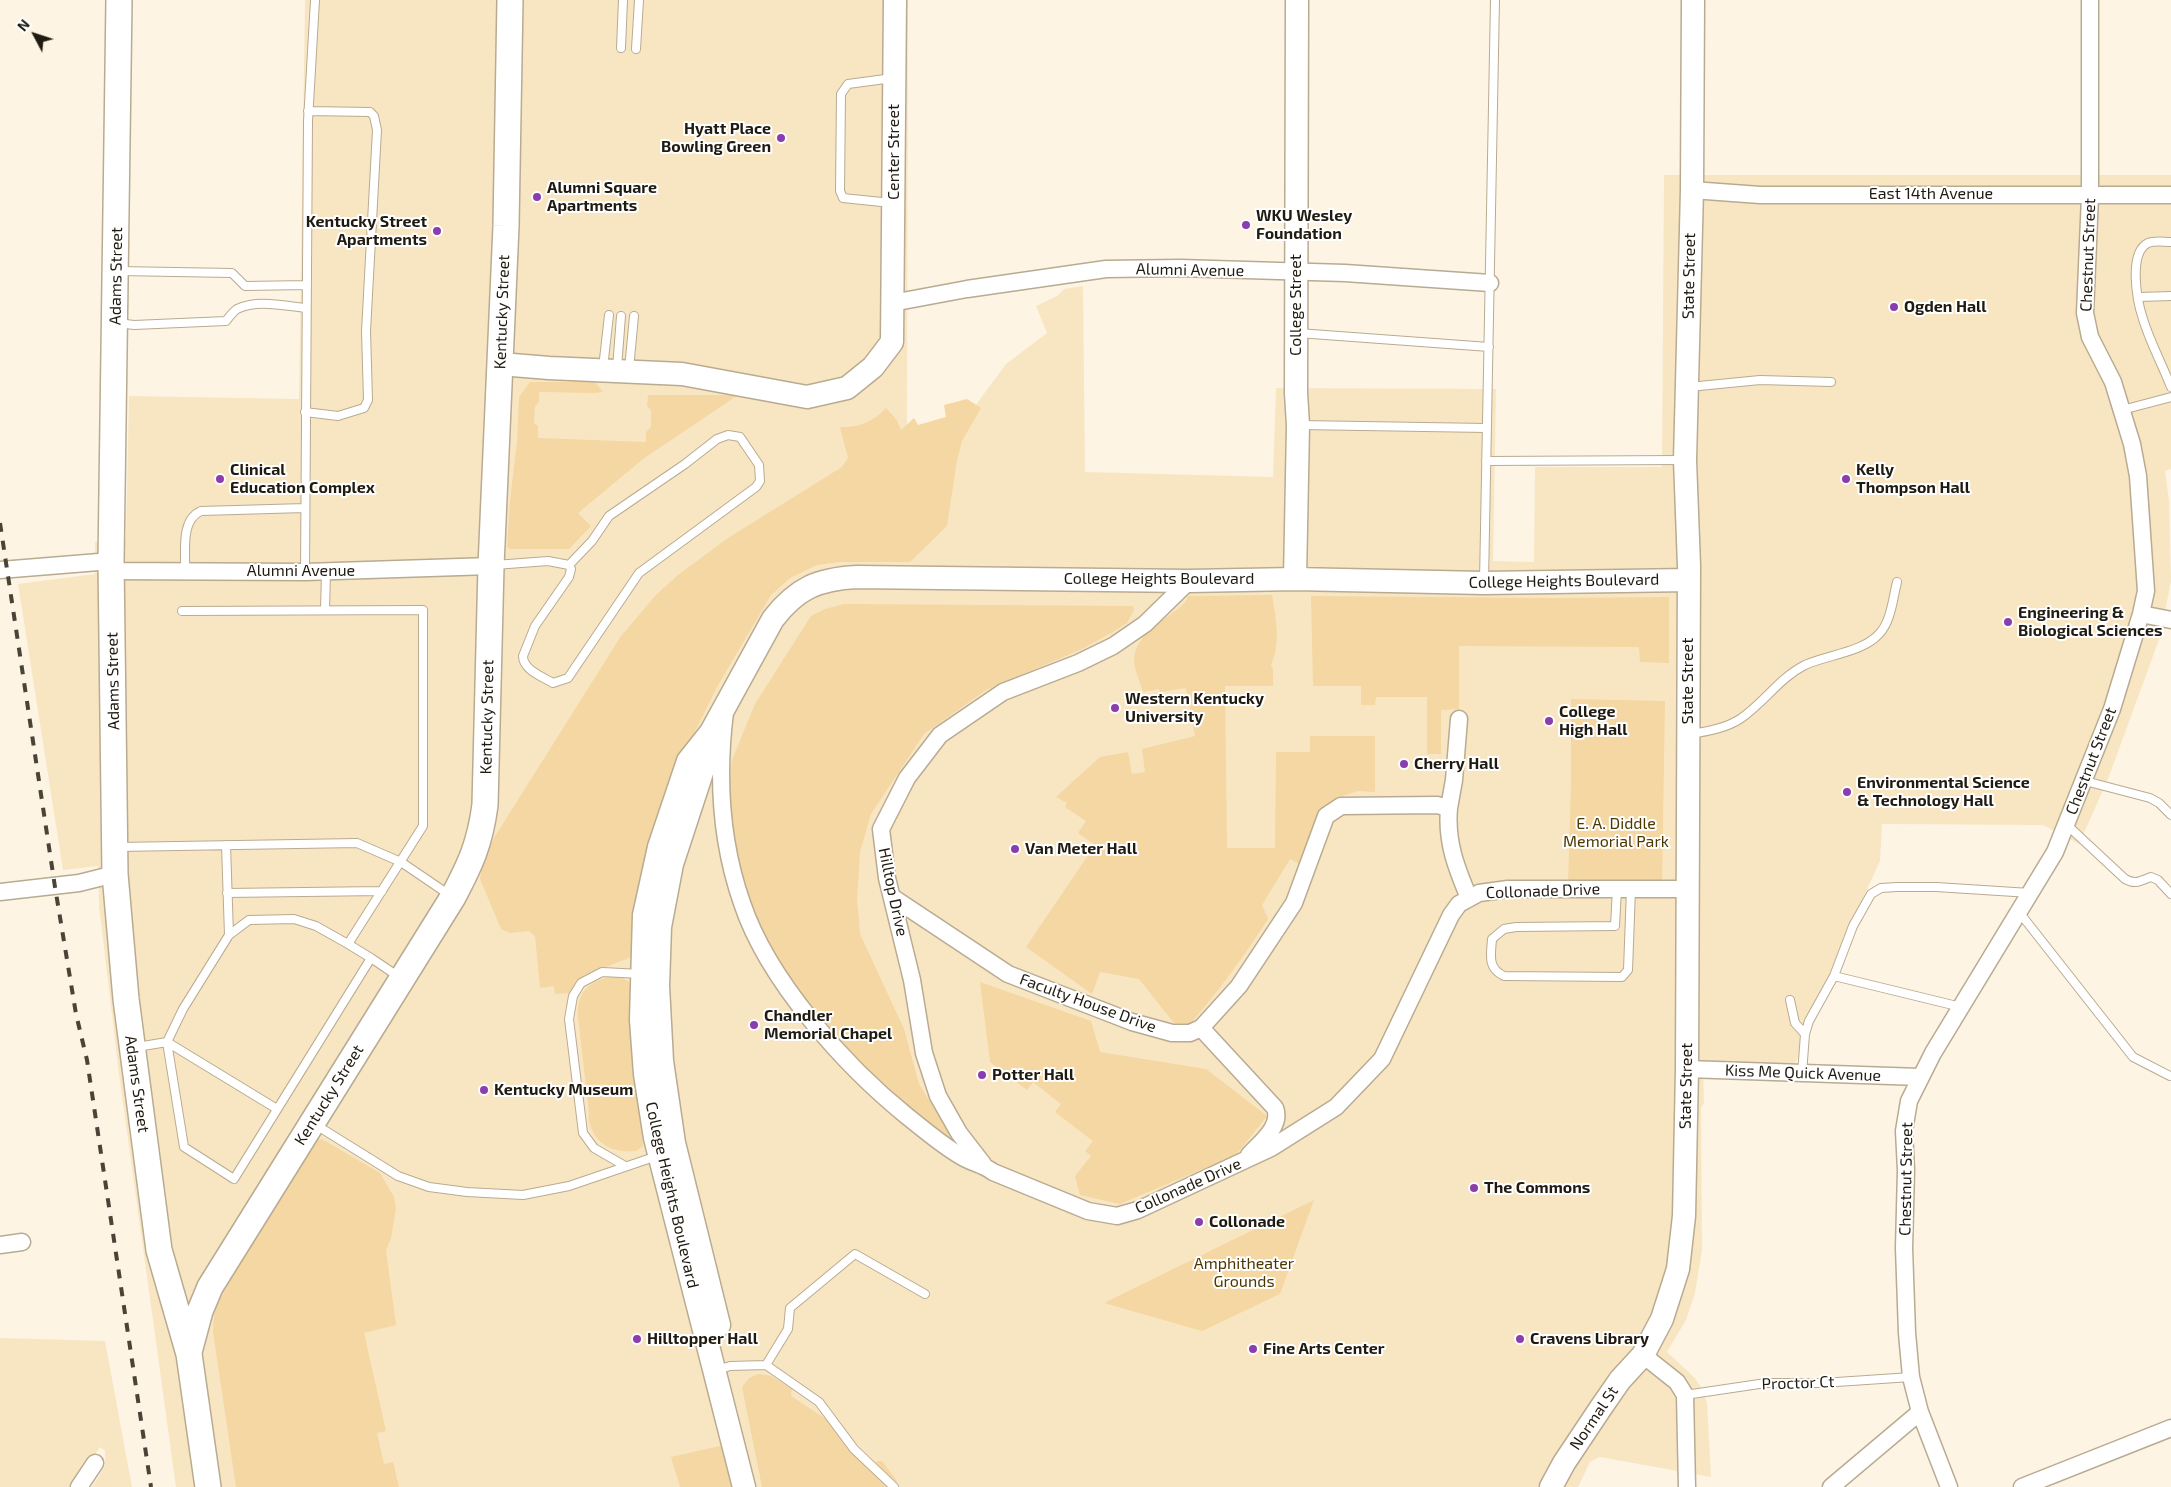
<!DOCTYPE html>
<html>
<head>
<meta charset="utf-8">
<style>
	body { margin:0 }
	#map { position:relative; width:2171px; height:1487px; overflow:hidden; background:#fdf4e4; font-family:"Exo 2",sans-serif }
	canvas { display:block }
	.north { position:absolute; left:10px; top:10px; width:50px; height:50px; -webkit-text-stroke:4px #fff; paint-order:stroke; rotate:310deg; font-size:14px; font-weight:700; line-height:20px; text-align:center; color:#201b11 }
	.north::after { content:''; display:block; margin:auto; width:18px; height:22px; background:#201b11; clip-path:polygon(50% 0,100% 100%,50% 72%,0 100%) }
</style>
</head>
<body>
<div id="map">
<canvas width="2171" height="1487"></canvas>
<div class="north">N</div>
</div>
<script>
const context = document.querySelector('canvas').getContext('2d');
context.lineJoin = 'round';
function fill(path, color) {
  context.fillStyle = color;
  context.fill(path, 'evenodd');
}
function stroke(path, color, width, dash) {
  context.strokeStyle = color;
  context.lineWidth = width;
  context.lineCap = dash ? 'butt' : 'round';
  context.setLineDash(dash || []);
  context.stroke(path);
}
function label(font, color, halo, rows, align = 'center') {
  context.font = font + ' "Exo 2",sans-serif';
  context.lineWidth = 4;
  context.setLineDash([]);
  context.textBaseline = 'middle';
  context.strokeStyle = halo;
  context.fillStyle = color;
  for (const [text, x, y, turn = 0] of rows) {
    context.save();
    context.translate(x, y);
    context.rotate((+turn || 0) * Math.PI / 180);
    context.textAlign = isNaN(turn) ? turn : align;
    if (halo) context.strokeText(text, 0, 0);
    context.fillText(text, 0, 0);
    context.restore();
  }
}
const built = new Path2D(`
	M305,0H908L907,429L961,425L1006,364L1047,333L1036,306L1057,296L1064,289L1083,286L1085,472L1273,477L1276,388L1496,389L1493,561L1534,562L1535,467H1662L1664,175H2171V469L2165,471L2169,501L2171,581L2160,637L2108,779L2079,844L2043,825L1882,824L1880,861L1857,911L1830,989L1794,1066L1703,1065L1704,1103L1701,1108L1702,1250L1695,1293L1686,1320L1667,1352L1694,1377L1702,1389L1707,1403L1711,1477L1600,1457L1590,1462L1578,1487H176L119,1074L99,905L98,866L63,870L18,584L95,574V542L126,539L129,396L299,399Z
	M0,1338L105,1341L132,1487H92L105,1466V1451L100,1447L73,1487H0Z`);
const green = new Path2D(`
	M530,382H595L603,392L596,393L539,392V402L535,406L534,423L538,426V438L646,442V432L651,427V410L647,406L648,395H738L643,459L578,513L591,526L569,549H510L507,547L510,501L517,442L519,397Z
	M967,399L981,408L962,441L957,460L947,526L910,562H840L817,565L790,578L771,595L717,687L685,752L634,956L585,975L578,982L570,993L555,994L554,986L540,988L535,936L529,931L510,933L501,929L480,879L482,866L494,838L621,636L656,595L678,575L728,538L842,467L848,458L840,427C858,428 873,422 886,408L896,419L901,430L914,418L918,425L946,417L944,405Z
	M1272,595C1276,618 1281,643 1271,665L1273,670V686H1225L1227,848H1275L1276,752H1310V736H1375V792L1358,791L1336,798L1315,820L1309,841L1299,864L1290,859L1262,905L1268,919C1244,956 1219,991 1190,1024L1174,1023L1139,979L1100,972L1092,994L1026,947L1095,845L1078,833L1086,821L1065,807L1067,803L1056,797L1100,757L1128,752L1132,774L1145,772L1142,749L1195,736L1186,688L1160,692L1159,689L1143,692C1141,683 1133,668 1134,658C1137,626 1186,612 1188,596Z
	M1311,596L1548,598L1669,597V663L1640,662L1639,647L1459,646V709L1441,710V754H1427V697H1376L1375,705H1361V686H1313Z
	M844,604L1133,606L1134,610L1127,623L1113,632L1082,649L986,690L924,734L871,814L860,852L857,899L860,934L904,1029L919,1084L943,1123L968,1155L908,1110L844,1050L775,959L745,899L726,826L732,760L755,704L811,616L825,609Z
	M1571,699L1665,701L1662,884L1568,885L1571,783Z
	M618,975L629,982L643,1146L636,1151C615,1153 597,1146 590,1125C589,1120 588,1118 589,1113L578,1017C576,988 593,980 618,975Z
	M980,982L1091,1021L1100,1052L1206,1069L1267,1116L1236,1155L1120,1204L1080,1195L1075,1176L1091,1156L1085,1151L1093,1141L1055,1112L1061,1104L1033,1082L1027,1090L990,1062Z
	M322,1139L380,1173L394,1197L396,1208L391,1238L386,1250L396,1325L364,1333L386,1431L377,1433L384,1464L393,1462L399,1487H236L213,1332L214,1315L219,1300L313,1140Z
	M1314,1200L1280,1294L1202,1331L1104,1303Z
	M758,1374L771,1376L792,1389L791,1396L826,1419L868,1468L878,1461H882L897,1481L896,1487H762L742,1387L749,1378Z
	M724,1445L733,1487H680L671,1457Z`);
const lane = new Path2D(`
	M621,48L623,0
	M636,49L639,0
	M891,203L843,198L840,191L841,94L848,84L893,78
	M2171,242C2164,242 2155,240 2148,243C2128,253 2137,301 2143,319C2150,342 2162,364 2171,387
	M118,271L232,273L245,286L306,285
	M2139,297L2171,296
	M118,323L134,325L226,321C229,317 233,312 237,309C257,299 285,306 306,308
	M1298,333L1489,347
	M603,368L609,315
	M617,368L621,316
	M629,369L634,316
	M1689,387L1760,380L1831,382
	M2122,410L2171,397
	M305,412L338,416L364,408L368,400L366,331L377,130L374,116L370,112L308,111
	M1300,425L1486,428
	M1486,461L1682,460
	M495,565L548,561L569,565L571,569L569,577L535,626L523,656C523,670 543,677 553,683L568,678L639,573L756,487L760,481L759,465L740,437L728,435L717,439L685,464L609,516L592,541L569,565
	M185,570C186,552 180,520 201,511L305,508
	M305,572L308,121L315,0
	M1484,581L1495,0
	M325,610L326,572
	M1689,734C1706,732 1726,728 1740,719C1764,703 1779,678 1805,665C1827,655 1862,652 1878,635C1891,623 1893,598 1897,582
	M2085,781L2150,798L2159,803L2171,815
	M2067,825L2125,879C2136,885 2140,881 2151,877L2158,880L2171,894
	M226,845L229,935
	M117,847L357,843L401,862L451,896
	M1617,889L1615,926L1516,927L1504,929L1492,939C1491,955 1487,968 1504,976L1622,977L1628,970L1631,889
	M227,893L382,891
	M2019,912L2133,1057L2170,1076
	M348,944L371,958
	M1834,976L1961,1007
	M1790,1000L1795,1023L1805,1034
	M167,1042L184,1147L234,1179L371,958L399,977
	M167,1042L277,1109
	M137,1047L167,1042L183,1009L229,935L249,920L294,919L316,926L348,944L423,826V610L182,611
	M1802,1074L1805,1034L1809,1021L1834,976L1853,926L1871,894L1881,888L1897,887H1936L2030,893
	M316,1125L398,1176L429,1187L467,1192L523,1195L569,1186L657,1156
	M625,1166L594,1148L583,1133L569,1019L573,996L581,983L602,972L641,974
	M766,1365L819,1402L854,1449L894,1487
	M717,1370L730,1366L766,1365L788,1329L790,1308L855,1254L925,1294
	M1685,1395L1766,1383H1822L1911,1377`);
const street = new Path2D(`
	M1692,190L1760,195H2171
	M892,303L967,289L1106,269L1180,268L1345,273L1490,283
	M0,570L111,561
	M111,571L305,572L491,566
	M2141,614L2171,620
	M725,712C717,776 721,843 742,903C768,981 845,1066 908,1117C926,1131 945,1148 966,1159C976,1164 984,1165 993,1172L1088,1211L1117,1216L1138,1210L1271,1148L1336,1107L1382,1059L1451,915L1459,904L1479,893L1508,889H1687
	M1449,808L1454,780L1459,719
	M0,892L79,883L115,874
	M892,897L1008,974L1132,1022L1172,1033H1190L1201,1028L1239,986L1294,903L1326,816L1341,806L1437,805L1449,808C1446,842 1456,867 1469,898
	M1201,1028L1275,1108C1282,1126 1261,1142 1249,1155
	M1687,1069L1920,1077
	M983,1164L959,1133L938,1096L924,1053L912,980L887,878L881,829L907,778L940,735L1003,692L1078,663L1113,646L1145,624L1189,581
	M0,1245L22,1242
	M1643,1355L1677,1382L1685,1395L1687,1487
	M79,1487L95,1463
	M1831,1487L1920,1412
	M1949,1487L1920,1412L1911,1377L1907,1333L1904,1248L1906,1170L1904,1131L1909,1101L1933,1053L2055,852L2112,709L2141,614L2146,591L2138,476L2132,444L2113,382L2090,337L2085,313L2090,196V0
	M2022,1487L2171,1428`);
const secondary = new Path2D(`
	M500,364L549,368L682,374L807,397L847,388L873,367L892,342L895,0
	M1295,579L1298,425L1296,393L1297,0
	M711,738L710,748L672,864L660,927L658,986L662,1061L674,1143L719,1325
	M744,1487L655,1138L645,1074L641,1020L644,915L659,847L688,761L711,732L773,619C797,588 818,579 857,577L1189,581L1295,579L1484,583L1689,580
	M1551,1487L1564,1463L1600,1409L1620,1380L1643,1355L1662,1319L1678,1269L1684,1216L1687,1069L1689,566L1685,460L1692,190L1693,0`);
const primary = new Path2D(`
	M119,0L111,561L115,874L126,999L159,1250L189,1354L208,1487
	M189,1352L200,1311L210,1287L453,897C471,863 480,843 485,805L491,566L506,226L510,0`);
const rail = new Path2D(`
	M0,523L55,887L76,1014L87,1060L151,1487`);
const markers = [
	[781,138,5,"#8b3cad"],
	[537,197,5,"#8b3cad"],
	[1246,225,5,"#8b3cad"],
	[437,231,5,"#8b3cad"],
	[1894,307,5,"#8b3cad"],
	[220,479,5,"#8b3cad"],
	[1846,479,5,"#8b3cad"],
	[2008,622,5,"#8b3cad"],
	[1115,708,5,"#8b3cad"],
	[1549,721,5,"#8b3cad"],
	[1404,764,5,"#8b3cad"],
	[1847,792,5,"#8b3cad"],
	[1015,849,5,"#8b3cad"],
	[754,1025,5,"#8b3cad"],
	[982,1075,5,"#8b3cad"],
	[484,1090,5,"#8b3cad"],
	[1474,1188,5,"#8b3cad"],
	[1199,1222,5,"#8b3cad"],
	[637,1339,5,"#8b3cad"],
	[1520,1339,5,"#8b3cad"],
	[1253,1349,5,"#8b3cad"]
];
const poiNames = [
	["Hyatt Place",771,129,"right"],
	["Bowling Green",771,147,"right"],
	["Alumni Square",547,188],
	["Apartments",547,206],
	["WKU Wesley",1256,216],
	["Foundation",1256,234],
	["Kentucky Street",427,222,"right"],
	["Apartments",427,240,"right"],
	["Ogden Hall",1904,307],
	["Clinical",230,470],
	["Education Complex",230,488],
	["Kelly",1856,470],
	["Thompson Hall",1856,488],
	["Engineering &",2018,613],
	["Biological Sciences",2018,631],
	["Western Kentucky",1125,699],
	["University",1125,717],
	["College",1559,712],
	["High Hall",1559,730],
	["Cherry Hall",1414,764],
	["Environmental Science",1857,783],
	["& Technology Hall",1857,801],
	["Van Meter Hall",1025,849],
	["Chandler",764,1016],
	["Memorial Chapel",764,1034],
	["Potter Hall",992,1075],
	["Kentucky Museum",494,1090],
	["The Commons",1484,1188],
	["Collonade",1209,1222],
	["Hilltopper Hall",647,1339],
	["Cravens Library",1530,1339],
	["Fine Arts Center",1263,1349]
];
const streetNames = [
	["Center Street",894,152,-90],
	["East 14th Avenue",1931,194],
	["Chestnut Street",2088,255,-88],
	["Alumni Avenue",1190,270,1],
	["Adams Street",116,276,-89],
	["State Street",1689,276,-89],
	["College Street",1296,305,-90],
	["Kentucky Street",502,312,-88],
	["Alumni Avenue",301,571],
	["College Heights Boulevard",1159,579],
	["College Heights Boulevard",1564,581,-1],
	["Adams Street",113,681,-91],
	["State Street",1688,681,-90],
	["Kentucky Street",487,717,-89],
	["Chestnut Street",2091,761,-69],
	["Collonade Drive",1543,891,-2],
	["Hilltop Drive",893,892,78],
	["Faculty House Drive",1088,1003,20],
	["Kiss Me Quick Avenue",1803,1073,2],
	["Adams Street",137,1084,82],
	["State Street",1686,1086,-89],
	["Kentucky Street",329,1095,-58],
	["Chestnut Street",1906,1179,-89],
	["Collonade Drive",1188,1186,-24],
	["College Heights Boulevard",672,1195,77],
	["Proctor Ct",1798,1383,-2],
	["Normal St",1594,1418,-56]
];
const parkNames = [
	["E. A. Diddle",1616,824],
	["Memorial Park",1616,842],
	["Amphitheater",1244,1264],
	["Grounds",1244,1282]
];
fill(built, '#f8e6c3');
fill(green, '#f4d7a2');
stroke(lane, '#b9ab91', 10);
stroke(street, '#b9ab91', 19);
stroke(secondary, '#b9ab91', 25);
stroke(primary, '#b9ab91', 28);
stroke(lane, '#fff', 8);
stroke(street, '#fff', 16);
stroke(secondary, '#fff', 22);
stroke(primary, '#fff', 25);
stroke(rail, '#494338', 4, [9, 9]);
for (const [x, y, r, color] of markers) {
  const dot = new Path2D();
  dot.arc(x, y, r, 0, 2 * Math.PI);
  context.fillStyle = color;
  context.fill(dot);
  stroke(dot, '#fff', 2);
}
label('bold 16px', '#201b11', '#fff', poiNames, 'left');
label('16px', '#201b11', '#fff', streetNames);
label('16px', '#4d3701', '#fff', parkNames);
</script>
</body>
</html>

■ ■ ■

- **Task prompt**
Each line with "built" in it must be identified and copied from the material.

- **Answer section**
const built = new Path2D(`
fill(built, '#f8e6c3');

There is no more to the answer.